*** Block opens ***

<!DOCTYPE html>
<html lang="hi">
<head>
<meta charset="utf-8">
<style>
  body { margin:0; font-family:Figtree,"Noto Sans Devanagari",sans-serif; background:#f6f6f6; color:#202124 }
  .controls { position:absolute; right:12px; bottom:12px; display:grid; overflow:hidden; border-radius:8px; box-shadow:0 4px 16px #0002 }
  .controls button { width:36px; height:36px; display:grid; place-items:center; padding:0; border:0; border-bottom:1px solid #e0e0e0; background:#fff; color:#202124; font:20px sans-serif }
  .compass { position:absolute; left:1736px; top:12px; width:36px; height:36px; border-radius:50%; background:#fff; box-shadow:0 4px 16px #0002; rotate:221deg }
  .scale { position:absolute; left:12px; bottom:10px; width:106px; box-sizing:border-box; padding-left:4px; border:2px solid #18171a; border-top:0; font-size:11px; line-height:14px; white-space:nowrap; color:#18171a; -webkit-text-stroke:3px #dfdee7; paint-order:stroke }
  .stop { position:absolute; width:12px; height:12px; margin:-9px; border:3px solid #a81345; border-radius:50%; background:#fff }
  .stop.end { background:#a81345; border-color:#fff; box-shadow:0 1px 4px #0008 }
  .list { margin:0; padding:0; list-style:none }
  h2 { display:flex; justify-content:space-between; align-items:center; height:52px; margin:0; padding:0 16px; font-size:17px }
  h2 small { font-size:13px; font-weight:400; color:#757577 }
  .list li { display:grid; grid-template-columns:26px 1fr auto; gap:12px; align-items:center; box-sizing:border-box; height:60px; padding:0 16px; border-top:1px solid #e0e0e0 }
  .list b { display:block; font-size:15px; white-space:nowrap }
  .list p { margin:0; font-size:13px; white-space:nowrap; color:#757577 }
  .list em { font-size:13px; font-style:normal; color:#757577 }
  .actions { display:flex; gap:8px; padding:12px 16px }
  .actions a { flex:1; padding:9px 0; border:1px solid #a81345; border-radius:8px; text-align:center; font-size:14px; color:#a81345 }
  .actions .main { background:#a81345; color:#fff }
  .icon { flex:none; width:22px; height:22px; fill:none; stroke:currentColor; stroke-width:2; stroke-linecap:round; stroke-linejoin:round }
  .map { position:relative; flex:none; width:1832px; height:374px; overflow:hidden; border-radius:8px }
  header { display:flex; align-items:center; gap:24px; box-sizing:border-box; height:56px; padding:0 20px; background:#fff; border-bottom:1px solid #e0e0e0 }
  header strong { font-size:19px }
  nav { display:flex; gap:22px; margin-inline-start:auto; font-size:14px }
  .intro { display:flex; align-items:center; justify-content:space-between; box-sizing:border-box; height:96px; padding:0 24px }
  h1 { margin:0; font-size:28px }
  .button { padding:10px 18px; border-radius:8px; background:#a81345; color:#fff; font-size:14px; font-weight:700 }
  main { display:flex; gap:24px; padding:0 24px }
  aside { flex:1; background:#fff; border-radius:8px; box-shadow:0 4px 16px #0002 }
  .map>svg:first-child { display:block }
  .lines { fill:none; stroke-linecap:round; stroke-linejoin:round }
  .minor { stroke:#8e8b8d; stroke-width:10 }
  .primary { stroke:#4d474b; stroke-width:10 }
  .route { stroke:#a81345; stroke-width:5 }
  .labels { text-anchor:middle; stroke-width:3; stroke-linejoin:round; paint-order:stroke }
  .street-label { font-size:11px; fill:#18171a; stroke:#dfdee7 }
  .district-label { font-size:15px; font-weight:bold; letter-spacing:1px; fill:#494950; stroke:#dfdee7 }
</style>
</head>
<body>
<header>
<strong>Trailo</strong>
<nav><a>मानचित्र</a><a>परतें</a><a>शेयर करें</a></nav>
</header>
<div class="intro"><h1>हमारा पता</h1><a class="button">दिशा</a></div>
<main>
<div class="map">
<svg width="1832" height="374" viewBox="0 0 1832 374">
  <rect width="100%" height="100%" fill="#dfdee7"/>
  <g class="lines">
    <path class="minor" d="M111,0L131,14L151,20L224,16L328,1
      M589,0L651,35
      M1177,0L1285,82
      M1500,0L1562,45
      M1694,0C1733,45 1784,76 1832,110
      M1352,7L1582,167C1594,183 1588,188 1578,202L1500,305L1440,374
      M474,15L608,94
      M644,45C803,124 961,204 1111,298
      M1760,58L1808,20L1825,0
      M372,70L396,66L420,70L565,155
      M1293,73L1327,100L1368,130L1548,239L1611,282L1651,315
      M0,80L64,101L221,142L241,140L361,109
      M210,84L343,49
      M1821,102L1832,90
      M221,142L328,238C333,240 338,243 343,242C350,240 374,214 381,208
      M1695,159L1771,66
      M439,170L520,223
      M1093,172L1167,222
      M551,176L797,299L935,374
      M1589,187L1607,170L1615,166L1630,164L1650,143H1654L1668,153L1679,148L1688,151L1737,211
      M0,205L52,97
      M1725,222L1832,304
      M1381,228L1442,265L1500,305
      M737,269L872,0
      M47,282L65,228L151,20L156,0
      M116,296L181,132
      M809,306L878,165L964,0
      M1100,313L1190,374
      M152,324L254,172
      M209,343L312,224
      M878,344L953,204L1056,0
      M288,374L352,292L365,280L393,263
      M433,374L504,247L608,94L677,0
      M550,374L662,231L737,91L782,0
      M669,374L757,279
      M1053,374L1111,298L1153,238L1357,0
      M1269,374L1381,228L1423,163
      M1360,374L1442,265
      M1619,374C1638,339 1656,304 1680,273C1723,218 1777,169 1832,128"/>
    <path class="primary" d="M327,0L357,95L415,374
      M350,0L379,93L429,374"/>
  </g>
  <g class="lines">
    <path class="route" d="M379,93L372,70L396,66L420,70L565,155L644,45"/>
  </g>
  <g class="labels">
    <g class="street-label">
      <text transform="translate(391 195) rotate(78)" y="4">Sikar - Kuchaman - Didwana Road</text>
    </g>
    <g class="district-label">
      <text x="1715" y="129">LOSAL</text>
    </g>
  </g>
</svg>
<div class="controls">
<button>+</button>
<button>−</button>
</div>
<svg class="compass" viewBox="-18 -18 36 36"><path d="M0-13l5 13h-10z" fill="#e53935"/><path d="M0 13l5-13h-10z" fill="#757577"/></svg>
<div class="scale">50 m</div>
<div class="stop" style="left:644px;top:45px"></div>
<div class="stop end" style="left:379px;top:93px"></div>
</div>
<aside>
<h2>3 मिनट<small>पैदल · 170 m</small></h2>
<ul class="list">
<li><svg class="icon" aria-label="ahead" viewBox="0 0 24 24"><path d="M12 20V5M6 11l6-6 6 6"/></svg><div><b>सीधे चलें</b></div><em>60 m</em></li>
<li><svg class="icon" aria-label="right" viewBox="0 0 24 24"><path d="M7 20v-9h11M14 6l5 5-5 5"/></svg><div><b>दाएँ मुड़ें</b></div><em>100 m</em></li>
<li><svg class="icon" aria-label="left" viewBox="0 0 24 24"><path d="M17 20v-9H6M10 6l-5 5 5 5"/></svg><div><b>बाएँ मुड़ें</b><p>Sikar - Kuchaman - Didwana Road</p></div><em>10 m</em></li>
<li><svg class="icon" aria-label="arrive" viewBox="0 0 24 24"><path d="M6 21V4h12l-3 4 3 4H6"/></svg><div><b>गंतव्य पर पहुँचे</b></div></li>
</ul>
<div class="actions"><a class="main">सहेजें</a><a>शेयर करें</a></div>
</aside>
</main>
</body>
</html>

*** Block closes ***

§ TASK TO COMPLETE
Restate, word for word and with nothing added, the lines from the beginning of the records above through the line that contains "position:absolute; left:12px; bottom:10px;".

§ TASK RESULT
<!DOCTYPE html>
<html lang="hi">
<head>
<meta charset="utf-8">
<style>
  body { margin:0; font-family:Figtree,"Noto Sans Devanagari",sans-serif; background:#f6f6f6; color:#202124 }
  .controls { position:absolute; right:12px; bottom:12px; display:grid; overflow:hidden; border-radius:8px; box-shadow:0 4px 16px #0002 }
  .controls button { width:36px; height:36px; display:grid; place-items:center; padding:0; border:0; border-bottom:1px solid #e0e0e0; background:#fff; color:#202124; font:20px sans-serif }
  .compass { position:absolute; left:1736px; top:12px; width:36px; height:36px; border-radius:50%; background:#fff; box-shadow:0 4px 16px #0002; rotate:221deg }
  .scale { position:absolute; left:12px; bottom:10px; width:106px; box-sizing:border-box; padding-left:4px; border:2px solid #18171a; border-top:0; font-size:11px; line-height:14px; white-space:nowrap; color:#18171a; -webkit-text-stroke:3px #dfdee7; paint-order:stroke }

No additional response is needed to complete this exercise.